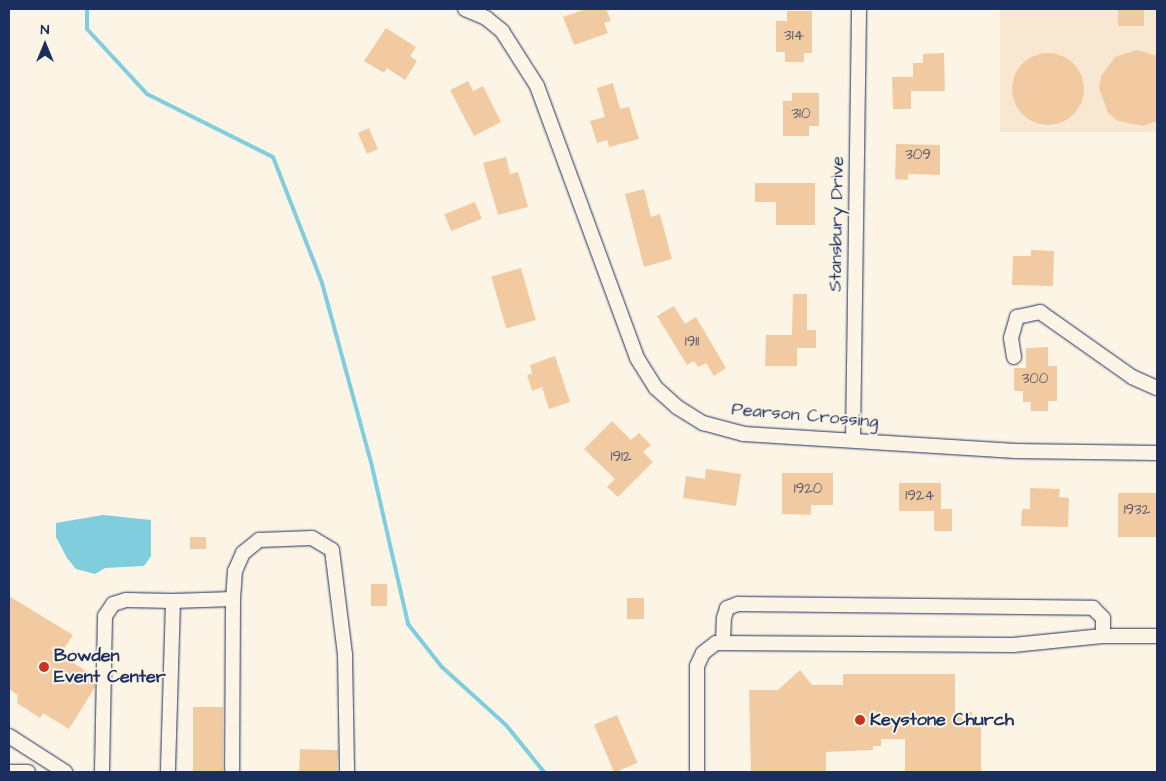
<!DOCTYPE html>
<html>
<head>
<meta charset="utf-8">
<style>
	body { margin:0 }
	#map { position:relative; width:1166px; height:781px; overflow:hidden; background:#fcf5e5; font-family:"Architects Daughter",sans-serif }
	div>[style] { position:absolute }
	.built>* { inset:0; background:#f9e8d1; transform-origin:0 0 }
	.water>* { inset:0; background:#7fcddd }
	.stream>* { height:4px; margin:-2px; padding:0 2px; transform-origin:2px; border-radius:2px; background:#7fcddd }
	.building>* { inset:0; background:#f2caa1; transform-origin:0 0 }
	.round { border-radius:50% }
	.roads { filter:drop-shadow(0 0 1px #1b2f5e) drop-shadow(0 0 1px #1b2f5e) }
	.minor>* { height:14px; margin:-7px; padding:0 7px; transform-origin:7px; border-radius:7px; background:#fcf5e5 }
	.dots>* { width:14px; height:14px; translate:-50% -50%; box-sizing:border-box; border:2px solid #fcf5e5; border-radius:50% }
	span { translate:-50% -50%; white-space:nowrap; text-align:center; line-height:1.15; -webkit-text-stroke:4px #fcf5e5; paint-order:stroke }
	.number-label { font-size:15px; color:#51566f }
	.number-label span { -webkit-text-stroke-width:0 }
	.street-label { font-size:18px; color:#1b2f5e }
	.poi-label { font-size:18px; color:#1b2f5e; font-weight:700 }
	.left { translate:0 -50%; text-align:left }
	.frame { position:absolute; inset:0; border:10px solid #1b2f5e; pointer-events:none }
	.north { position:absolute; left:20px; top:20px; width:50px; height:50px; -webkit-text-stroke:4px #fcf5e5; paint-order:stroke; rotate:0deg; font-size:14px; font-weight:700; line-height:20px; text-align:center; color:#1b2f5e }
	.north::after { content:''; display:block; margin:auto; width:18px; height:22px; background:#1b2f5e; clip-path:polygon(50% 0,100% 100%,50% 72%,0 100%) }
</style>
</head>
<body>
<div id="map">
	<div class="built">
		<div style="left:1000px;top:9px;width:157px;height:123px"></div>
	</div>
	<div class="water">
		<div style="clip-path:polygon(103px 515px,151px 520px,151px 556px,144px 566px,105px 568px,95px 574px,76px 569px,67px 558px,56px 537px,56px 523px)"></div>
	</div>
	<div class="stream">
		<div style="left:87px;top:9px;width:20px;rotate:90deg"></div>
		<div style="left:87px;top:29px;width:88px;rotate:47.3deg"></div>
		<div style="left:147px;top:94px;width:141px;rotate:26.6deg"></div>
		<div style="left:273px;top:157px;width:135px;rotate:68.7deg"></div>
		<div style="left:322px;top:283px;width:186px;rotate:74.7deg"></div>
		<div style="left:371px;top:462px;width:166px;rotate:77.1deg"></div>
		<div style="left:408px;top:624px;width:55px;rotate:51.7deg"></div>
		<div style="left:442px;top:667px;width:86px;rotate:42.2deg"></div>
		<div style="left:506px;top:725px;width:60px;rotate:51deg"></div>
	</div>
	<div class="building">
		<div style="clip-path:polygon(586px 9px,606px 9px,611px 21px,604px 23px,608px 33px,574px 45px,563px 17px)"></div>
		<div style="left:1118px;top:9px;width:26px;height:17px"></div>
		<div style="clip-path:polygon(787px 11px,812px 11px,812px 53px,804px 53px,804px 62px,785px 62px,785px 52px,776px 52px,776px 21px,787px 21px)"></div>
		<div style="clip-path:polygon(386px 28px,416px 47px,410px 56px,417px 61px,405px 80px,387px 68px,384px 73px,364px 61px)"></div>
		<div style="clip-path:polygon(1137px 50px,1157px 56px,1157px 121px,1143px 126px,1118px 121px,1108px 113px,1099px 88px,1101px 76px,1115px 57px)"></div>
		<div style="clip-path:polygon(944px 53px,945px 91px,911px 91px,911px 109px,893px 109px,892px 77px,913px 77px,913px 63px,923px 63px,923px 54px)"></div>
		<div class="round" style="left:1012px;top:53px;width:72px;height:72px"></div>
		<div style="clip-path:polygon(468px 81px,473px 91px,483px 86px,501px 122px,474px 136px,450px 90px)"></div>
		<div style="clip-path:polygon(613px 83px,620px 109px,629px 107px,639px 139px,609px 147px,607px 140px,597px 143px,590px 121px,605px 117px,597px 88px)"></div>
		<div style="clip-path:polygon(792px 93px,819px 93px,819px 126px,809px 126px,809px 136px,783px 136px,783px 101px,792px 101px)"></div>
		<div style="left:369px;top:128px;width:23px;height:12px;rotate:67deg"></div>
		<div style="clip-path:polygon(896px 144px,940px 145px,940px 175px,908px 174px,908px 180px,895px 179px)"></div>
		<div style="clip-path:polygon(506px 157px,510px 174px,518px 172px,528px 207px,498px 215px,483px 163px)"></div>
		<div style="clip-path:polygon(755px 183px,815px 183px,815px 225px,776px 225px,776px 202px,755px 202px)"></div>
		<div style="clip-path:polygon(644px 189px,651px 217px,660px 214px,672px 259px,644px 267px,625px 194px)"></div>
		<div style="left:475px;top:202px;width:18px;height:33px;rotate:68deg"></div>
		<div style="clip-path:polygon(1031px 250px,1054px 251px,1053px 286px,1012px 285px,1013px 256px,1031px 256px)"></div>
		<div style="left:521px;top:268px;width:54px;height:31px;rotate:74deg"></div>
		<div style="clip-path:polygon(793px 294px,807px 294px,807px 330px,816px 330px,816px 348px,797px 348px,797px 366px,765px 366px,766px 335px,792px 335px)"></div>
		<div style="clip-path:polygon(674px 306px,685px 324px,696px 317px,726px 368px,714px 376px,706px 363px,698px 367px,694px 361px,687px 365px,657px 316px)"></div>
		<div style="clip-path:polygon(1048px 347px,1048px 366px,1057px 366px,1057px 401px,1048px 401px,1048px 411px,1031px 411px,1031px 402px,1023px 402px,1023px 391px,1014px 391px,1014px 368px,1026px 368px,1026px 348px)"></div>
		<div style="clip-path:polygon(555px 356px,570px 402px,549px 409px,542px 387px,532px 391px,527px 375px,532px 374px,530px 365px)"></div>
		<div style="clip-path:polygon(612px 421px,631px 440px,639px 433px,651px 445px,643px 452px,653px 462px,618px 497px,607px 487px,615px 479px,584px 449px)"></div>
		<div style="clip-path:polygon(706px 469px,741px 474px,736px 506px,683px 498px,686px 476px,705px 479px)"></div>
		<div style="clip-path:polygon(782px 473px,833px 473px,833px 505px,811px 505px,811px 515px,782px 514px)"></div>
		<div style="clip-path:polygon(899px 483px,941px 483px,941px 509px,952px 509px,952px 531px,934px 531px,934px 511px,899px 511px)"></div>
		<div style="clip-path:polygon(1030px 488px,1060px 489px,1059px 497px,1069px 498px,1068px 527px,1021px 526px,1022px 509px,1030px 509px)"></div>
		<div style="left:1118px;top:493px;width:39px;height:44px"></div>
		<div style="left:190px;top:537px;width:16px;height:12px"></div>
		<div style="left:371px;top:584px;width:16px;height:22px"></div>
		<div style="clip-path:polygon(9px 596px,73px 635px,60px 655px,95px 676px,95px 687px,69px 729px,43px 713px,40px 718px,17px 703px,18px 695px,9px 689px)"></div>
		<div style="left:627px;top:598px;width:17px;height:21px"></div>
		<div style="clip-path:polygon(800px 670px,812px 685px,843px 685px,843px 674px,955px 674px,955px 712px,972px 712px,972px 727px,981px 727px,981px 772px,905px 772px,905px 739px,881px 739px,881px 746px,873px 746px,873px 750px,826px 752px,826px 772px,751px 772px,749px 690px,778px 690px)"></div>
		<div style="left:193px;top:707px;width:30px;height:65px"></div>
		<div style="left:617px;top:715px;width:52px;height:25px;rotate:67deg"></div>
		<div style="left:300px;top:749px;width:38px;height:23px;rotate:2deg"></div>
	</div>
	<div class="roads">
		<div class="minor">
			<div style="left:465px;top:9px;width:23px;rotate:23deg"></div>
			<div style="left:486px;top:18px;width:21px;rotate:39deg"></div>
			<div style="left:502px;top:31px;width:65px;rotate:57.5deg"></div>
			<div style="left:537px;top:86px;width:290px;rotate:69.8deg"></div>
			<div style="left:637px;top:358px;width:36px;rotate:58deg"></div>
			<div style="left:656px;top:388px;width:28px;rotate:42deg"></div>
			<div style="left:677px;top:407px;width:31px;rotate:32deg"></div>
			<div style="left:703px;top:423px;width:42px;rotate:15deg"></div>
			<div style="left:744px;top:434px;width:272px;rotate:3.6deg"></div>
			<div style="left:1015px;top:451px;width:142px;rotate:0.8deg"></div>
			<div style="left:1014px;top:357px;width:19px;rotate:-99deg"></div>
			<div style="left:1011px;top:338px;width:22px;rotate:-74deg"></div>
			<div style="left:1017px;top:317px;width:24px;rotate:-12deg"></div>
			<div style="left:1040px;top:312px;width:113px;rotate:35.2deg"></div>
			<div style="left:1132px;top:377px;width:27px;rotate:24deg"></div>
			<div style="left:853px;top:440px;width:431px;rotate:-89.2deg"></div>
			<div style="left:233px;top:599px;width:28px;rotate:-86deg"></div>
			<div style="left:235px;top:571px;width:20px;rotate:-66deg"></div>
			<div style="left:243px;top:553px;width:21px;rotate:-39deg"></div>
			<div style="left:259px;top:540px;width:53px;rotate:-2.2deg"></div>
			<div style="left:312px;top:538px;width:23px;rotate:31deg"></div>
			<div style="left:332px;top:550px;width:106px;rotate:82.9deg"></div>
			<div style="left:345px;top:655px;width:117px;rotate:89deg"></div>
			<div style="left:173px;top:601px;width:60px;rotate:-1.9deg"></div>
			<div style="left:233px;top:599px;width:173px;rotate:90.3deg"></div>
			<div style="left:723px;top:643px;width:25px;rotate:-88deg"></div>
			<div style="left:724px;top:618px;width:10px;rotate:-73deg"></div>
			<div style="left:727px;top:608px;width:12px;rotate:-20deg"></div>
			<div style="left:738px;top:604px;width:355px;rotate:0.6deg"></div>
			<div style="left:1093px;top:608px;width:14px;rotate:45deg"></div>
			<div style="left:1103px;top:618px;width:18px;rotate:90deg"></div>
			<div style="left:9px;top:736px;width:67px;rotate:32.7deg"></div>
			<div style="left:9px;top:772px;width:19px"></div>
			<div style="left:102px;top:772px;width:156px;rotate:-88.9deg"></div>
			<div style="left:105px;top:616px;width:14px;rotate:-56deg"></div>
			<div style="left:113px;top:604px;width:14px;rotate:-17deg"></div>
			<div style="left:126px;top:600px;width:47px;rotate:1.2deg"></div>
			<div style="left:173px;top:601px;width:171px;rotate:91.7deg"></div>
			<div style="left:697px;top:772px;width:106px;rotate:-90deg"></div>
			<div style="left:697px;top:666px;width:14px;rotate:-65deg"></div>
			<div style="left:703px;top:653px;width:16px;rotate:-38deg"></div>
			<div style="left:716px;top:643px;width:297px;rotate:0.4deg"></div>
			<div style="left:1013px;top:645px;width:90px;rotate:-5.7deg"></div>
			<div style="left:1103px;top:636px;width:54px"></div>
		</div>
	</div>
	<div class="dots">
		<div style="left:44px;top:667px;background:#c8321e"></div>
		<div style="left:860px;top:720px;background:#c8321e"></div>
	</div>
	<div class="number-label">
		<span style="left:794px;top:36px">314</span>
		<span style="left:801px;top:114px">310</span>
		<span style="left:918px;top:155px">309</span>
		<span style="left:692px;top:342px">1911</span>
		<span style="left:1035px;top:379px">300</span>
		<span style="left:621px;top:457px">1912</span>
		<span style="left:808px;top:489px">1920</span>
		<span style="left:920px;top:496px">1924</span>
		<span style="left:1137px;top:510px">1932</span>
	</div>
	<div class="street-label">
		<span style="left:837px;top:224px;rotate:-89deg">Stansbury Drive</span>
		<span style="left:805px;top:416px;rotate:5deg">Pearson Crossing</span>
	</div>
	<div class="poi-label">
		<span class="left" style="left:54px;top:667px">Bowden<br>Event Center</span>
		<span class="left" style="left:870px;top:720px">Keystone Church</span>
	</div>
	<div class="frame"></div>
	<div class="north">N</div>
</div>
</body>
</html>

==============================

With the string "number" as the key, filter the data above and show the lines that match.

*TASK OUTPUT*:
	.number-label { font-size:15px; color:#51566f }
	.number-label span { -webkit-text-stroke-width:0 }
	<div class="number-label">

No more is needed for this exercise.